Review: Primrose Path’s Ruminations
Primrose Path
Ruminations
Independent
The gothic heart of progressive metal beats loud in Perth.
There’s a kind of album that doesn’t just land, it lingers. It casts long shadows, rewrites your expectations of a debut, and worms its way into your skull with a quiet, knowing grin. Ruminations, the commanding first full-length from Perth’s Primrose Path, is one of those rare records, the kind destined to echo far beyond its origins.
This is modern progressive metal carved from obsidian: sharp-edged, glistening with depth, and infused with an unmistakable gothic sensibility. Across its 43-minute runtime, Ruminations doesn’t just show promise; it claims its space with a maturity and aural persona that many bands take decades to find.

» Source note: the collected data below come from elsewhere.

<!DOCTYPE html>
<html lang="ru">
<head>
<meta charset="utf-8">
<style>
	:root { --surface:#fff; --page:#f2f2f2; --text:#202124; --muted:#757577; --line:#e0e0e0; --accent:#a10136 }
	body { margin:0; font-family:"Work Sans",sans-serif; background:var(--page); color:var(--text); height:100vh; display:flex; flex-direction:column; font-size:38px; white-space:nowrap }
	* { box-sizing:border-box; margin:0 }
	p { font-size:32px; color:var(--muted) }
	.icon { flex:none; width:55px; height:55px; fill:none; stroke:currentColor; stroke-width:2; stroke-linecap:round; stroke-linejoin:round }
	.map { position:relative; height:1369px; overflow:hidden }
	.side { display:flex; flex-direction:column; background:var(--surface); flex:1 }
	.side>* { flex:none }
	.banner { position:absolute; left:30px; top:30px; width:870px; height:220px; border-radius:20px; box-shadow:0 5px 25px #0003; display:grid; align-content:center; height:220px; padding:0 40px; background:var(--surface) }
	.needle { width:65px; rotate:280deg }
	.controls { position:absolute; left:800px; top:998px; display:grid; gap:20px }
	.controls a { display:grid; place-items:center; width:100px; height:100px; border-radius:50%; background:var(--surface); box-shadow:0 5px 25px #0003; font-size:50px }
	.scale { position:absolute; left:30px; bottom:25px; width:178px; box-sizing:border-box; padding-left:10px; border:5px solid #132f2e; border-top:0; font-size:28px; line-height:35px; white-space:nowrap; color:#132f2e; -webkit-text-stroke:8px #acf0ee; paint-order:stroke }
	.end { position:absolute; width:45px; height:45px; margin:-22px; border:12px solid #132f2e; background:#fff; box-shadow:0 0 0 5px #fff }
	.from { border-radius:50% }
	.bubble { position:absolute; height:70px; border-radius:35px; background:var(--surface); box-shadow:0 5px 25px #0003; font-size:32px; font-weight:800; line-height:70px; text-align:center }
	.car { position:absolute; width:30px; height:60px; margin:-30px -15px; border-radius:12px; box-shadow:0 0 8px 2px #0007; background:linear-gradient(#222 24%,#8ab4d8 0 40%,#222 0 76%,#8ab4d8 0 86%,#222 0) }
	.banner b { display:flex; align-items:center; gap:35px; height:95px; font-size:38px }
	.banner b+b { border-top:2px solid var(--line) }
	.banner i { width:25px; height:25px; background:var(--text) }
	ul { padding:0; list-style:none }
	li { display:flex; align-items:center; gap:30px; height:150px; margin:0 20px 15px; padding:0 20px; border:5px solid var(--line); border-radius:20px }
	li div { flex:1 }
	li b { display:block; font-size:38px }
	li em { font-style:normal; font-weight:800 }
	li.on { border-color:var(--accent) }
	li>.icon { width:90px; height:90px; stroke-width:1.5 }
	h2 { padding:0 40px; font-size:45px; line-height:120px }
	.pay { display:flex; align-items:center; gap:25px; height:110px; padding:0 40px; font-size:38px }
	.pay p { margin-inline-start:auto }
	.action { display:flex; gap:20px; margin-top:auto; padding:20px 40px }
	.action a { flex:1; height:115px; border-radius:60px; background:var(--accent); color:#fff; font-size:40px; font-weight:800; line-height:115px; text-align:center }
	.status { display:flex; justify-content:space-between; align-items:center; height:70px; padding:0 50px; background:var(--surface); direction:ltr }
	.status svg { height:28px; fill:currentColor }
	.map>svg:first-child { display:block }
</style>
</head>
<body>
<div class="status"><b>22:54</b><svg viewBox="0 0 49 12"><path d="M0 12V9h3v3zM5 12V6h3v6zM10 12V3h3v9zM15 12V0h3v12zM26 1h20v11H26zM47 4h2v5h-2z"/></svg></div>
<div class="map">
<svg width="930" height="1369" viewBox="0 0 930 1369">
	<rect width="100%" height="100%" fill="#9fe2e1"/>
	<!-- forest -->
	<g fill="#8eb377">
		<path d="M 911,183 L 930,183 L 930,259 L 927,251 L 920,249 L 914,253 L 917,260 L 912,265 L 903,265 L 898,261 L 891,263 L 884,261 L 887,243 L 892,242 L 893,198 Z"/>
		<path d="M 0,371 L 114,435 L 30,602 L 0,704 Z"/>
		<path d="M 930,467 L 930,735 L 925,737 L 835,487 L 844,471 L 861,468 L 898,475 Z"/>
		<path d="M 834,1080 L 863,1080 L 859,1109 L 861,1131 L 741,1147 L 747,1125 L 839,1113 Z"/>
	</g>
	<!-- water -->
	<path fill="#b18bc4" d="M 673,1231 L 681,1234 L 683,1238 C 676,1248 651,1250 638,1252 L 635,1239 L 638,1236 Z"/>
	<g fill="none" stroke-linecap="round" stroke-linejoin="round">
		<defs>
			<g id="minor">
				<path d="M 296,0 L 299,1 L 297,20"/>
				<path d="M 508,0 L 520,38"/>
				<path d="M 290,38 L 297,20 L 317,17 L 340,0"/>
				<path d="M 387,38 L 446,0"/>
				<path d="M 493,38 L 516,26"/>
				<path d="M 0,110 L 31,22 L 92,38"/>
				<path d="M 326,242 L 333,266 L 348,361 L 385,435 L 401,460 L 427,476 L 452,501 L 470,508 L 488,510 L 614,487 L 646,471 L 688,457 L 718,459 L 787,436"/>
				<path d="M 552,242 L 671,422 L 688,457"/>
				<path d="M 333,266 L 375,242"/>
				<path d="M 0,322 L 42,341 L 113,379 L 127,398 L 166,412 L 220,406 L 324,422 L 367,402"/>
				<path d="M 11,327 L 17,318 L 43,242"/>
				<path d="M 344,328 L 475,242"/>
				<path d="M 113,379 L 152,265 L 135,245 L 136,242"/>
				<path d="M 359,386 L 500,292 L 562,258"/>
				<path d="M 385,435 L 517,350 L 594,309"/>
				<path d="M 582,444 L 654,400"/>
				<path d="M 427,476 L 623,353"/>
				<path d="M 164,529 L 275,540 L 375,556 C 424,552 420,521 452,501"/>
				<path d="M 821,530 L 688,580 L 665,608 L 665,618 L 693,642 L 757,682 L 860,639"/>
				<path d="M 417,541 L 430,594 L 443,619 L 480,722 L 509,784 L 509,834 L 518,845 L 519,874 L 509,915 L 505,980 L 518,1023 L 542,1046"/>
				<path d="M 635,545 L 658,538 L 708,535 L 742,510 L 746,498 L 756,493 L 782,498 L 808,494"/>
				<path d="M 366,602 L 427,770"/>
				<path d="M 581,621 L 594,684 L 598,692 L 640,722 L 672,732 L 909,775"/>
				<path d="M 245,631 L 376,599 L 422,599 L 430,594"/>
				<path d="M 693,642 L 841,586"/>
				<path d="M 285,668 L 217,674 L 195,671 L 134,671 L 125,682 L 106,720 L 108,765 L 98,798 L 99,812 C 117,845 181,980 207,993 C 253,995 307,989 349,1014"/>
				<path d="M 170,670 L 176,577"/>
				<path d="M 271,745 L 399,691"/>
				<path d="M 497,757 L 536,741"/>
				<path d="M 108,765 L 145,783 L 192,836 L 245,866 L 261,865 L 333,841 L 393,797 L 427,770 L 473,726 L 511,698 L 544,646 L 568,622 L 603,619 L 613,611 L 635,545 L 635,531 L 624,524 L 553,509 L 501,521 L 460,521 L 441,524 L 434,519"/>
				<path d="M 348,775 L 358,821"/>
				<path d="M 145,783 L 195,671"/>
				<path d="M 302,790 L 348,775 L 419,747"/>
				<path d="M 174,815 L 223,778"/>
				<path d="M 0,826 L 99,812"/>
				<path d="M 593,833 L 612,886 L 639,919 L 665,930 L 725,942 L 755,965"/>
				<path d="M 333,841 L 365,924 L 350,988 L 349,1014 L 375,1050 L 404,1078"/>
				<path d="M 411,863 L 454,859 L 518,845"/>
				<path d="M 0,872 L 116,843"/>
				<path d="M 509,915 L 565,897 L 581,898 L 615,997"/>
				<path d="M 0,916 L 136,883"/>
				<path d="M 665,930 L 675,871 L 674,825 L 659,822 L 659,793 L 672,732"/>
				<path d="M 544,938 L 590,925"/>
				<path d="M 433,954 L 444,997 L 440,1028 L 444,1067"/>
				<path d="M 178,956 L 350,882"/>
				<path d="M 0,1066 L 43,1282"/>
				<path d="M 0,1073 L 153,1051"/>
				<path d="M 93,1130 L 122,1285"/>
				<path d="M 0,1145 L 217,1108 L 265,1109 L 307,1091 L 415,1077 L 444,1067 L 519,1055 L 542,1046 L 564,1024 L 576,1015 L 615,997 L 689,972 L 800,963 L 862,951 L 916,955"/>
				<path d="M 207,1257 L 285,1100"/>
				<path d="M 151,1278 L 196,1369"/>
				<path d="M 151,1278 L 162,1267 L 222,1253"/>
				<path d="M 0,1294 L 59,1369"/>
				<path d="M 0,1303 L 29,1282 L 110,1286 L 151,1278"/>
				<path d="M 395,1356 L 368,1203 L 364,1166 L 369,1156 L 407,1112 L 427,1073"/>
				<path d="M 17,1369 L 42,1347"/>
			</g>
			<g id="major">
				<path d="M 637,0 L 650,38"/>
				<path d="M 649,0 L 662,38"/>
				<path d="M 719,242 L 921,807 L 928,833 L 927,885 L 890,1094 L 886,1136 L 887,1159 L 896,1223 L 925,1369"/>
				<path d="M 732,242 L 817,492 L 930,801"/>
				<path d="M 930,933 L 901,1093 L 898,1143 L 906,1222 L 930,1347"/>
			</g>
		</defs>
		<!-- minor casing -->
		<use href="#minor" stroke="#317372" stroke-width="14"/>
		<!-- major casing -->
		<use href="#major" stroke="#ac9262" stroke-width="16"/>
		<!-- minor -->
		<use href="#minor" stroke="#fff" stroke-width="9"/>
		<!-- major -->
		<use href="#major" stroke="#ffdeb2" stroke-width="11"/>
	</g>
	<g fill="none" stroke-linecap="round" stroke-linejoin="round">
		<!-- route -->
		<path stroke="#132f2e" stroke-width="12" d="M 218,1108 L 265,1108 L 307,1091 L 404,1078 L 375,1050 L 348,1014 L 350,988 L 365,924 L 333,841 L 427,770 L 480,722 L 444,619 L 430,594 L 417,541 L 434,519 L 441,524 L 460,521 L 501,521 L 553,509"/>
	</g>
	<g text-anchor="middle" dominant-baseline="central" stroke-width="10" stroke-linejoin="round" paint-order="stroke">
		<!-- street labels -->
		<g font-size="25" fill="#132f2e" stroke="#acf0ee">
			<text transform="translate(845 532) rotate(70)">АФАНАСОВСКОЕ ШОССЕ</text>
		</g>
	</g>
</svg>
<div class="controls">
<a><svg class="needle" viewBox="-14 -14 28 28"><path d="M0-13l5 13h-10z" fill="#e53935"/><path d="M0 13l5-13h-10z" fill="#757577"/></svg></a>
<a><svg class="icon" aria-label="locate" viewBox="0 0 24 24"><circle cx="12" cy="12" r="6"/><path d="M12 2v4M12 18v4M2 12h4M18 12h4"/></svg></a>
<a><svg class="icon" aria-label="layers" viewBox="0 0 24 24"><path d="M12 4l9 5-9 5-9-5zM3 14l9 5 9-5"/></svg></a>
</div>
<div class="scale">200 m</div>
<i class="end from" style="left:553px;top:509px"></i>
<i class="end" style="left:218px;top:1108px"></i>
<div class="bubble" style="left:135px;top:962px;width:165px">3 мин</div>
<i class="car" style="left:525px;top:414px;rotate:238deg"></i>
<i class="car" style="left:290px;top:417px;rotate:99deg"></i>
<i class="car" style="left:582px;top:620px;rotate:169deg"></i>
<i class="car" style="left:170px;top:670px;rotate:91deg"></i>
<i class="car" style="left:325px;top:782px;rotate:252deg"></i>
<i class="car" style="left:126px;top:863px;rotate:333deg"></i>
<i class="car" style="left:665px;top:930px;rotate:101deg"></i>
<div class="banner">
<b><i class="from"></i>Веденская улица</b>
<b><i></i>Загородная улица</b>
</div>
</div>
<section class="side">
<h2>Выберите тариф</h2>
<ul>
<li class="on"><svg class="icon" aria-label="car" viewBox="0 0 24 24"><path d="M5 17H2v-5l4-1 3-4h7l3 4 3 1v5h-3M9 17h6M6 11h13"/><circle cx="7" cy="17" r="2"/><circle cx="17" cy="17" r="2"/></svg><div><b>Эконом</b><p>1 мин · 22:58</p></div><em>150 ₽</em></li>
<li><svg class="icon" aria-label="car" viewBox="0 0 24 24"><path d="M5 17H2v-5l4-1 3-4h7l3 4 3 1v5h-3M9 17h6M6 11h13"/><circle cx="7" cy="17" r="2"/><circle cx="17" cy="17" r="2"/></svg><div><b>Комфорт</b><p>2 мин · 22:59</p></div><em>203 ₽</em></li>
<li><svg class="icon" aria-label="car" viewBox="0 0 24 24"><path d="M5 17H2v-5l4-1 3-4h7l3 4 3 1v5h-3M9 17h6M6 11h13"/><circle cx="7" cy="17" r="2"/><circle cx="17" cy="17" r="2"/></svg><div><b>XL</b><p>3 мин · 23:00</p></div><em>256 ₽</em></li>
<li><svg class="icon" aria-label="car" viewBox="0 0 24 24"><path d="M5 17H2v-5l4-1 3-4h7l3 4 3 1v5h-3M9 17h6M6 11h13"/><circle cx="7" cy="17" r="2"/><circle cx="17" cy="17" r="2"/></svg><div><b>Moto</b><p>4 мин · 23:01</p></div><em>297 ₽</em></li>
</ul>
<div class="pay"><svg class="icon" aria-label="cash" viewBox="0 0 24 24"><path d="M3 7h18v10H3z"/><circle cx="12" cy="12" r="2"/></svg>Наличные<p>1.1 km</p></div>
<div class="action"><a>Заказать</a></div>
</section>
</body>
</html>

From the opening track, it’s clear that Lindsay Rose is a generational talent. Her voice is the album’s polestar. It’s not just powerful but also purposeful. She commands the void with a scream and haunts the silence with a whisper, pivoting from soulful clarity to operatic grandeur to visceral growls without ever sounding disjointed. At times she recalls Kobra Paige and Charlotte Wessels, or even Floor Jansen in restraint, but comparisons don’t quite cover it. Lindsay is writing her own book, not just a chapter in someone else’s.
Behind her stands a band not just aligned but entwined in vision. Brenton Lush, Lindsay’s longtime creative counterpart, sculpts towering structures and haunted cathedrals with his guitar tones, shimmering with gothic nostalgia in one breath and descending into downtuned menace in the next. Joined in the songwriting fold by bassist Scott Henry, the rhythm section, rounded out by Ashley Doodkorte (Voyager) on drums, moves with both elegance and force, equal parts tectonic and serpentine.
It’s a rare thing for a debut to feel this curated. Of the eight tracks here, four are returning singles: Irrelevance, Unrepent, Obstruct and HEX. But the true triumph of Ruminations is that the previously unheard songs aren’t just good; they’re the reason this album exists. Where many bands frontload their debut with known material and bury the rest, Primrose Path have taken the opposite approach. They’ve hidden the best cuts like trapdoors beneath your feet.
Propensity is the absolute standout, a slow-burning fever dream that flirts with sonic psychosis. It begins with restraint, all peripheral tension and ominous ambience, before dropping into one of the heaviest, most cathartic climaxes in modern progressive metal. If Lindsay’s closing wail doesn’t shake the listener’s spine loose, they might already be dead.
Then there’s Harm, a deceptive little beast that waltzes through its first half like a moonlit slow dance before plunging into a brutal, near-industrial instrumental breakdown. Persona Non Grata unfurls like a storm, its surging riffs crashing with unbridled force, while a torrent of intense energy propels the sound forward. It emerges as the album’s emotional centrepiece and a searing glimpse into the human ache that fuels these songs, with unspoken truths woven into every note. Finally, Shifted, short, sharp, and sinister, where elastic rhythms tangle with haunted vocal lines to leave the listener in a possessed, trance-like daze.
Each track is defined by a singular rhythmic idea. The marching chug of Irrelevance, the woozy, dreamy glide of Unrepent, and the sinister sway of Obstruct—each of these ideas evolves organically, never devolving into self-indulgence. Ruminations doesn’t chase chaos; it sculpts intensity with care. This is the sound of a band that knows exactly who they are.
The production shines with a refined touch at every turn. Tracking is handled with precision, each element captured with clarity and purpose. The mix weaves a rich, immersive tapestry, balancing dynamics with depth, while the mastering imparts a final polish that amplifies the impact without dulling its raw power. The result is a record that resonates with emotional and sonic depth.
Ruminations is what happens when a band treats every detail as part of a unified vision. From song structure to emotional pacing to tone design, nothing is left to chance. The album draws from a rich lineage of Australian heavy music, nodding to the cinematic scope of Dead Letter Circus, the angular intensity of Twelve Foot Ninja, and the emotional weight of We Lost the Sea. It also reaches into the moody introspection of Deftones, the crystalline precision of Spiritbox, and the seismic weight of Meshuggah. Through it all, Primrose Path sound unmistakably like themselves.
To borrow from the album’s title, this isn’t just something you listen to. It’s something you dwell in, something that thinks with you, that turns over emotional weight in the same way you do in your quietest moments. That’s rare. That’s powerful. And from a debut album, that’s practically unheard of.
Ruminations isn’t just a debut; it’s a declaration and a revelation. If this is what Primrose Path sound like now, the future holds nothing but promise.